Friday, February 20, 2009

Can I Plan for Bankruptcy?

It is perfectly proper to engage in pre-bankruptcy planning to maximize your allowable exemptions. Your planning, however, should be done with the guidance of a knowledgeable bankruptcy attorney.

Unfortunately, many clients tell me that they sold their car for $1 to their girlfriend, or they signed a quit claim deed to their property to their sister shortly before coming to see me. These types of attempts at protecting assets often result in the needless loss of the very property they were trying to save.

Other times people borrow from their family to catch up payments or to pay off a particular debt. They use their income tax refund to pay their family back followed by filing for bankruptcy. This type of pre-bankruptcy activity often results in a Chapter 7 trustee recovering the money paid on the debt AND recovering the tax refund money paid to the family.
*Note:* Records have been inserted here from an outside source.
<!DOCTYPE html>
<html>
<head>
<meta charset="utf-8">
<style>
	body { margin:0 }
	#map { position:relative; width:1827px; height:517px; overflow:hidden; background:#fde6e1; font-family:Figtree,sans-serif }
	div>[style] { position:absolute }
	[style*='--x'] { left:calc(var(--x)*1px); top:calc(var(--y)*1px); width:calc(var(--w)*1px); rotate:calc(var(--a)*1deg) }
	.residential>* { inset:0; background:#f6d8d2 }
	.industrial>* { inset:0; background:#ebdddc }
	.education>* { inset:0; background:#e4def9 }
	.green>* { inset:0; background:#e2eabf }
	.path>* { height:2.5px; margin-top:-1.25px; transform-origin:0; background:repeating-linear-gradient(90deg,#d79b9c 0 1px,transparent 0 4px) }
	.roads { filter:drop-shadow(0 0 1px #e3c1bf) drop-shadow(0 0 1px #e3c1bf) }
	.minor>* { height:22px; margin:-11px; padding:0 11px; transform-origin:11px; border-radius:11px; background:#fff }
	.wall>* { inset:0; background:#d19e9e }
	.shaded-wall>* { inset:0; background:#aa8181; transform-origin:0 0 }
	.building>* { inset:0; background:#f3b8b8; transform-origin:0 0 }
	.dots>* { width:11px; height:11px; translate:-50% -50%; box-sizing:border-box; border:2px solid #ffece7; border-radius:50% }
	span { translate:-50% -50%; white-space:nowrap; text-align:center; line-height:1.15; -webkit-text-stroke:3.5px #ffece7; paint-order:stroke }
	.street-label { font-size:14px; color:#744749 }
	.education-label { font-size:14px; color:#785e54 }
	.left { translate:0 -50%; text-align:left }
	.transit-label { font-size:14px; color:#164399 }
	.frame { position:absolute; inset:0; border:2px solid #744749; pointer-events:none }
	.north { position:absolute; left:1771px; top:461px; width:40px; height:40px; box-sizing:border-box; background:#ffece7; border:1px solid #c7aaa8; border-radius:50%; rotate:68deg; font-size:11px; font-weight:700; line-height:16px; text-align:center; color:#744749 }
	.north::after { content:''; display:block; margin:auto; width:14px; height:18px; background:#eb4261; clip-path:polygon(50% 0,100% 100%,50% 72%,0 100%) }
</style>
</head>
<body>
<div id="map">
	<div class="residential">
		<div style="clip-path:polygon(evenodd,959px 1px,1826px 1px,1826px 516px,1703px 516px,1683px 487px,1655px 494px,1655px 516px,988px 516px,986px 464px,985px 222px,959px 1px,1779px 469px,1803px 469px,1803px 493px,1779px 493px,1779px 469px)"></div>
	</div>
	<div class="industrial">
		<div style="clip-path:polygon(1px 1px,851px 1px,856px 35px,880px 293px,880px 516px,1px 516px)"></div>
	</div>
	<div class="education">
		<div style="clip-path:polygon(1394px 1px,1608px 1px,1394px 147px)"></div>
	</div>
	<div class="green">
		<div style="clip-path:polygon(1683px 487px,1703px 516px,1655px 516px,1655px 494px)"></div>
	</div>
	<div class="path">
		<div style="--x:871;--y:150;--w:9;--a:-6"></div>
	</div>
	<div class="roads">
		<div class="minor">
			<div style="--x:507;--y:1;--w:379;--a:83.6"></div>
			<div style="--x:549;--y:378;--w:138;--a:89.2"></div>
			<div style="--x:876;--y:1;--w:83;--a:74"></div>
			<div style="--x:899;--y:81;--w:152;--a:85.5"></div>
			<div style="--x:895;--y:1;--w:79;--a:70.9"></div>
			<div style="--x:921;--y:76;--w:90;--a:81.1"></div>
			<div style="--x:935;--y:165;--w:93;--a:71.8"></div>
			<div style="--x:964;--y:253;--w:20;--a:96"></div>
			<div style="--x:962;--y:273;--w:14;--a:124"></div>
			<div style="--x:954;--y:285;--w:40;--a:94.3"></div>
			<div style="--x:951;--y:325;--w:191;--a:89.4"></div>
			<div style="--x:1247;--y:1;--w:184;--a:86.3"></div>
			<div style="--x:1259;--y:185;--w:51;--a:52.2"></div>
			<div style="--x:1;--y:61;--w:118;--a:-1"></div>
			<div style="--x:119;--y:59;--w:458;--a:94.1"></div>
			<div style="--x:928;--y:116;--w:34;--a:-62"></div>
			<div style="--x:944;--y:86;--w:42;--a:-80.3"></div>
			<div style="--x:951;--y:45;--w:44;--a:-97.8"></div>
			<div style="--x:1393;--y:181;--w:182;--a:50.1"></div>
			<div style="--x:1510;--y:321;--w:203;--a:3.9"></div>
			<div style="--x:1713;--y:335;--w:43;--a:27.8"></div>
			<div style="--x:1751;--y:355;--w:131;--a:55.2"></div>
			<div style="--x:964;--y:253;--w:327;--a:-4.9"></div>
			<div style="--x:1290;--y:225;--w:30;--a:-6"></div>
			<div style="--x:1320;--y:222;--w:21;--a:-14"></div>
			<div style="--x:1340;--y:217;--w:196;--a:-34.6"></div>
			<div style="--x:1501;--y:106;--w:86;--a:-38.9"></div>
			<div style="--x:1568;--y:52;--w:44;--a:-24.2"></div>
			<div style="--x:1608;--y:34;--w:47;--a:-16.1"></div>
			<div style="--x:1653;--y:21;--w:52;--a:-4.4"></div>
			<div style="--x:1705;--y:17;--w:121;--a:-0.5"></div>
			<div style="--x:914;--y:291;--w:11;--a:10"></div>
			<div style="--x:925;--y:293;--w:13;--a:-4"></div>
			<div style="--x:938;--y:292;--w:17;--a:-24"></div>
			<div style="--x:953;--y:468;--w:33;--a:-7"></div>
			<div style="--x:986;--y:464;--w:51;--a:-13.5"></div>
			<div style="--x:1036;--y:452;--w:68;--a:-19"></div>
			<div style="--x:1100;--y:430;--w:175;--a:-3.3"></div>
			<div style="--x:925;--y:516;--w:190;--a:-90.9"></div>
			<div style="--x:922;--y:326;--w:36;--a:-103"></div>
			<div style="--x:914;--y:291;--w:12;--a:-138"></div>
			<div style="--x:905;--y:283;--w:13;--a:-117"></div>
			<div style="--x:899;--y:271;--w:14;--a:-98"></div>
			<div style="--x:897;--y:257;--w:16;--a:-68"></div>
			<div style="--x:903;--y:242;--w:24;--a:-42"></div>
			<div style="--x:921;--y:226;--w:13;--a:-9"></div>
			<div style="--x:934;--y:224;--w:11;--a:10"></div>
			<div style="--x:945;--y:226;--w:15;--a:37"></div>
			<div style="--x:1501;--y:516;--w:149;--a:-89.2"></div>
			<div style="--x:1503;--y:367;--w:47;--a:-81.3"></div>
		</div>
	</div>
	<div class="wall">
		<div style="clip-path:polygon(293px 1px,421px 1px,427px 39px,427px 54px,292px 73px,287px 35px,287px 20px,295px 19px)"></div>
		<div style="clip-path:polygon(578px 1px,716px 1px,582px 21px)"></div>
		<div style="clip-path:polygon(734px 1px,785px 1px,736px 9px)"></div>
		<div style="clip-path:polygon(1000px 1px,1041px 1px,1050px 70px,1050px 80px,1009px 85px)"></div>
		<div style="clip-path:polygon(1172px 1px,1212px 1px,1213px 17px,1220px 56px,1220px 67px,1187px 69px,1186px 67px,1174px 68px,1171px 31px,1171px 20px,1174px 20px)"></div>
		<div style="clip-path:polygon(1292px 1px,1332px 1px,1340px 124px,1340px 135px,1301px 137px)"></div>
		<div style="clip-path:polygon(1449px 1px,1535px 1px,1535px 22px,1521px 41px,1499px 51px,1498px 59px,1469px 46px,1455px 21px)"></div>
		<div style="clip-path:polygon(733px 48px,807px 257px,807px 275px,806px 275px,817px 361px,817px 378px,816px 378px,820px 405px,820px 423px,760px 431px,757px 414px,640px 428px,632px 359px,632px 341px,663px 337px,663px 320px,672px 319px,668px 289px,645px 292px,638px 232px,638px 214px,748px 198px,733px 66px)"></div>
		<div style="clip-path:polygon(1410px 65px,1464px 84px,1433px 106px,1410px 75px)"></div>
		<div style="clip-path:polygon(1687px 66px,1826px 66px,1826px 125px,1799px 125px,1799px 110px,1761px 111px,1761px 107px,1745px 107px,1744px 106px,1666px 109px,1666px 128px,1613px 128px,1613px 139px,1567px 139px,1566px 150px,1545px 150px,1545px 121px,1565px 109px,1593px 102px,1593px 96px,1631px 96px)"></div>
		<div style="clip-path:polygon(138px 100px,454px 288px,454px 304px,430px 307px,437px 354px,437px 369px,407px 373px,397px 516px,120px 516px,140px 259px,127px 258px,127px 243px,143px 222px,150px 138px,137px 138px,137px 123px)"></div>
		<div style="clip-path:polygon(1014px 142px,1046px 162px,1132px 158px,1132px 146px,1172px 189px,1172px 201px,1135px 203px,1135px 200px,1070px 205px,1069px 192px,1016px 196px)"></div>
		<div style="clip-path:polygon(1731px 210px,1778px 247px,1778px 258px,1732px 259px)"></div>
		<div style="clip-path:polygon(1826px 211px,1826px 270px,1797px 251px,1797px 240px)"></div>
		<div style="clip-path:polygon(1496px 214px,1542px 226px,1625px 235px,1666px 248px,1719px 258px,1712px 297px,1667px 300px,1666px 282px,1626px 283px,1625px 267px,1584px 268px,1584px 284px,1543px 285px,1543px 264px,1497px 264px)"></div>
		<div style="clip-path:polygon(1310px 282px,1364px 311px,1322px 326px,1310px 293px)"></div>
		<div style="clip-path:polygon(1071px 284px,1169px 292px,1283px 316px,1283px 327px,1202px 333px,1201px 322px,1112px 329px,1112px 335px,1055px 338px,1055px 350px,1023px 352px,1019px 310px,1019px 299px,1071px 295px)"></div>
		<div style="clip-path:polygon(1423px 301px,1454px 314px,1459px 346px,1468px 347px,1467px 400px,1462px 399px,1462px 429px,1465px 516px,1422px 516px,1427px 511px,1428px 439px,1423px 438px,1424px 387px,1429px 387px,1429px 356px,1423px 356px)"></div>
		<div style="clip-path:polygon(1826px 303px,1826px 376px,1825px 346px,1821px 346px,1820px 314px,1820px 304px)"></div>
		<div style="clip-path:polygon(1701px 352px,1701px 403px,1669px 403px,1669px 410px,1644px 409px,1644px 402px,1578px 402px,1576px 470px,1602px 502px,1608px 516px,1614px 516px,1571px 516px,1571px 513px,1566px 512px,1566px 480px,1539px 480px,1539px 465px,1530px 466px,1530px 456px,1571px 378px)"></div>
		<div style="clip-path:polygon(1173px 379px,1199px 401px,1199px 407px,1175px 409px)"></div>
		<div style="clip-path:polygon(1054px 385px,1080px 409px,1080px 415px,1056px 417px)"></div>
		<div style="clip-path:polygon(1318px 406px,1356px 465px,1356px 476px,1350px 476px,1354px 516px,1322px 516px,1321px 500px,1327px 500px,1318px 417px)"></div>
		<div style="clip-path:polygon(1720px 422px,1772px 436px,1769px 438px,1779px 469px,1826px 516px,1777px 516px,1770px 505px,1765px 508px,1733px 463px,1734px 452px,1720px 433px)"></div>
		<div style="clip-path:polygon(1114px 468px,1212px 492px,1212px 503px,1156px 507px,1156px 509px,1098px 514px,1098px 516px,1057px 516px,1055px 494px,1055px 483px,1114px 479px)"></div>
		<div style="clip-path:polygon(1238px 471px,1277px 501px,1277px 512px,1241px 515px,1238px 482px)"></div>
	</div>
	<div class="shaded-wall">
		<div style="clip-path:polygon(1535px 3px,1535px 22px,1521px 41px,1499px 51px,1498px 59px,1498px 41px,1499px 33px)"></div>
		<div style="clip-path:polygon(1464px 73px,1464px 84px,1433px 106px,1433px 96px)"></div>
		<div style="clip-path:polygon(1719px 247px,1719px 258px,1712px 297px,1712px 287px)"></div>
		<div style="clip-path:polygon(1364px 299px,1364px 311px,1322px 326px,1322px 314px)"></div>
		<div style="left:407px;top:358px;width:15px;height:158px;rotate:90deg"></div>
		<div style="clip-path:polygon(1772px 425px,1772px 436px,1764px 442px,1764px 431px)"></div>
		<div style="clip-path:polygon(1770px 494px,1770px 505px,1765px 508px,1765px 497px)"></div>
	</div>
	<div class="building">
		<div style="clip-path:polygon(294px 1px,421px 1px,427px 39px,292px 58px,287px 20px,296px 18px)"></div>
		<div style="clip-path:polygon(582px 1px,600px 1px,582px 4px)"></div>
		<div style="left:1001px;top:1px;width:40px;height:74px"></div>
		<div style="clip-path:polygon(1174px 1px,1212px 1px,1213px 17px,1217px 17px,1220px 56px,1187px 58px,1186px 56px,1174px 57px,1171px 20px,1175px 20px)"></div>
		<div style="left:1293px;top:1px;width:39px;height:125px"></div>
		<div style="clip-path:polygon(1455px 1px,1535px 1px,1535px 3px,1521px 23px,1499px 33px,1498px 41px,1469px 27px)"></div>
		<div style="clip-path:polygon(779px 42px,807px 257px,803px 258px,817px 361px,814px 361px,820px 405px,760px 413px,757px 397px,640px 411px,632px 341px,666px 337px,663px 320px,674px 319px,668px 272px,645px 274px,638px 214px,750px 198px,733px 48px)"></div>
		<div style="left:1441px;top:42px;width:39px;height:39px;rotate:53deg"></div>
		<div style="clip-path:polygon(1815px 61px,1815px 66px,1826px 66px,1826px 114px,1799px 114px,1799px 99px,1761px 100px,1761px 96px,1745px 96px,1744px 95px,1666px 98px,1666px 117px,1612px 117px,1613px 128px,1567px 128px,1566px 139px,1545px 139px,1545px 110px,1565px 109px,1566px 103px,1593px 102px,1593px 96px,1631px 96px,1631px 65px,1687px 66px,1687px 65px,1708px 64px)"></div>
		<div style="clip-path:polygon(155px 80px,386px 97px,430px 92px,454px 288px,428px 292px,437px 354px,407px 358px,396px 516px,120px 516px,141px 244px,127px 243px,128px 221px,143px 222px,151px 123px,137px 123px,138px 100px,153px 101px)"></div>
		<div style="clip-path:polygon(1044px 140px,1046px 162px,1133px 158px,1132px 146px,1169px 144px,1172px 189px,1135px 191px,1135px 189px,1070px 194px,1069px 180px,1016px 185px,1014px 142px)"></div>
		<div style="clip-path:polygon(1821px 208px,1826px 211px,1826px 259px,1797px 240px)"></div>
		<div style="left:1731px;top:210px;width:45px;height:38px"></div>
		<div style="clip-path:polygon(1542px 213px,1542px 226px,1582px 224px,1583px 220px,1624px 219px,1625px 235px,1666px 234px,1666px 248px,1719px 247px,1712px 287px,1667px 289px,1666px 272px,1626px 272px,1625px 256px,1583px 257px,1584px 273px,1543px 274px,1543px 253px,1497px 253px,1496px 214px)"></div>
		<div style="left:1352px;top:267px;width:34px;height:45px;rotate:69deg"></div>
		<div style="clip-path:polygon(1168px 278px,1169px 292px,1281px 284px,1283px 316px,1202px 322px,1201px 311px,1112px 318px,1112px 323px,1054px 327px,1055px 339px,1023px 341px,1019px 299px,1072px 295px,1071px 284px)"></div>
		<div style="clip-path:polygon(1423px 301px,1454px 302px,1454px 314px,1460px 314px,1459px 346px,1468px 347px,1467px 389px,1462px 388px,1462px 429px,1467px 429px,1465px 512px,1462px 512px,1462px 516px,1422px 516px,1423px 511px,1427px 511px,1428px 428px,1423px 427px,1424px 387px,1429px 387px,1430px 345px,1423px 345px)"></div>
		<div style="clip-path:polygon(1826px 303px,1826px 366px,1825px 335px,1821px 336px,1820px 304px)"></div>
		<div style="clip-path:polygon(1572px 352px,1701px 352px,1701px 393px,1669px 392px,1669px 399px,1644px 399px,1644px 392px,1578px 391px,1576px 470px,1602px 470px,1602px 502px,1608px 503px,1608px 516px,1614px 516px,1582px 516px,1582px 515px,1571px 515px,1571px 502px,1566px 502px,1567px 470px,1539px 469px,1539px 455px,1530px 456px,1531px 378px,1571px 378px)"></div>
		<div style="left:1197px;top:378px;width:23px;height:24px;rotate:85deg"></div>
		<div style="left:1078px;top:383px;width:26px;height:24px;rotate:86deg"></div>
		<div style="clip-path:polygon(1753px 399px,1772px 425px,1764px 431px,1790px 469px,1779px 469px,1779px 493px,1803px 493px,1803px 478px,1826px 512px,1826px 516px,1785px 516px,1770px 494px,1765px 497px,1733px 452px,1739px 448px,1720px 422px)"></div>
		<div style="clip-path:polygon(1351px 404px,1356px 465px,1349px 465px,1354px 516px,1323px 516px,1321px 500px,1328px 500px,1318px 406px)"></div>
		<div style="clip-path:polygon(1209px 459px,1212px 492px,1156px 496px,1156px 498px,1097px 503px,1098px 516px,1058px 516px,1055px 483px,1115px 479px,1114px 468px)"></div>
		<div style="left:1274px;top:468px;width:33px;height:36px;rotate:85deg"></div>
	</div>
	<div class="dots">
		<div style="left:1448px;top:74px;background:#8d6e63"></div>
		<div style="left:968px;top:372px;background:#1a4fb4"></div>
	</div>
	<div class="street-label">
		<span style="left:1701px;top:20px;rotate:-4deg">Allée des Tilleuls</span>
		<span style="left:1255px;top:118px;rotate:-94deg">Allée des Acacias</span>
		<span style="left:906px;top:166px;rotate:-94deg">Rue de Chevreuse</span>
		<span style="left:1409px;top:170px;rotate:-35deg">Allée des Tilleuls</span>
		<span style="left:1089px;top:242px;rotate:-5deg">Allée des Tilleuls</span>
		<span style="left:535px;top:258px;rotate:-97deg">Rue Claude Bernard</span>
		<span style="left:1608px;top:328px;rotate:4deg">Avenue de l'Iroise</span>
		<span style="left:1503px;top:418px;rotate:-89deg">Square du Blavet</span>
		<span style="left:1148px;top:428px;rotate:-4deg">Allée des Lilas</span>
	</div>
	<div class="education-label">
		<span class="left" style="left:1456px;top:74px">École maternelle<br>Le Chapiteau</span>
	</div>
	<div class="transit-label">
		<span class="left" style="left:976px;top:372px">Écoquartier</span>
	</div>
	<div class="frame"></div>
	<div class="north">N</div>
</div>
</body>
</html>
An example of proper pre-bankruptcy exemption planning is as follows: Say you have $6,000 in cash in the bank, a car on which you owe more than its value, and furniture worth $1,000. Depending on your exemptions, a Chapter 7 trustee could take up to $4,950 of your cash (and perhaps the entire $6,000) and use it to pay creditors. What you could do instead is, using the cash that you have in the bank, purchase a used car for $3,225, purchase $1,000 of furniture you need for your house, and use the remaining $700 towards repairs needed for your home. Then, you are left with an exempt car (with no car payments-you can walk away from the one that you are upside down on), exempt furniture, and $1,075 in exempt cash in the bank. The trustee now has nothing to take.

Remember, while it is perfectly acceptable to engage in pre-bankruptcy planning to maximize your assets, it is NOT acceptable to defraud your creditors, or engage in actions that could constitute “bad faith”. You CANNOT “hide” your assets. Please use the advice of an informed bankruptcy attorney.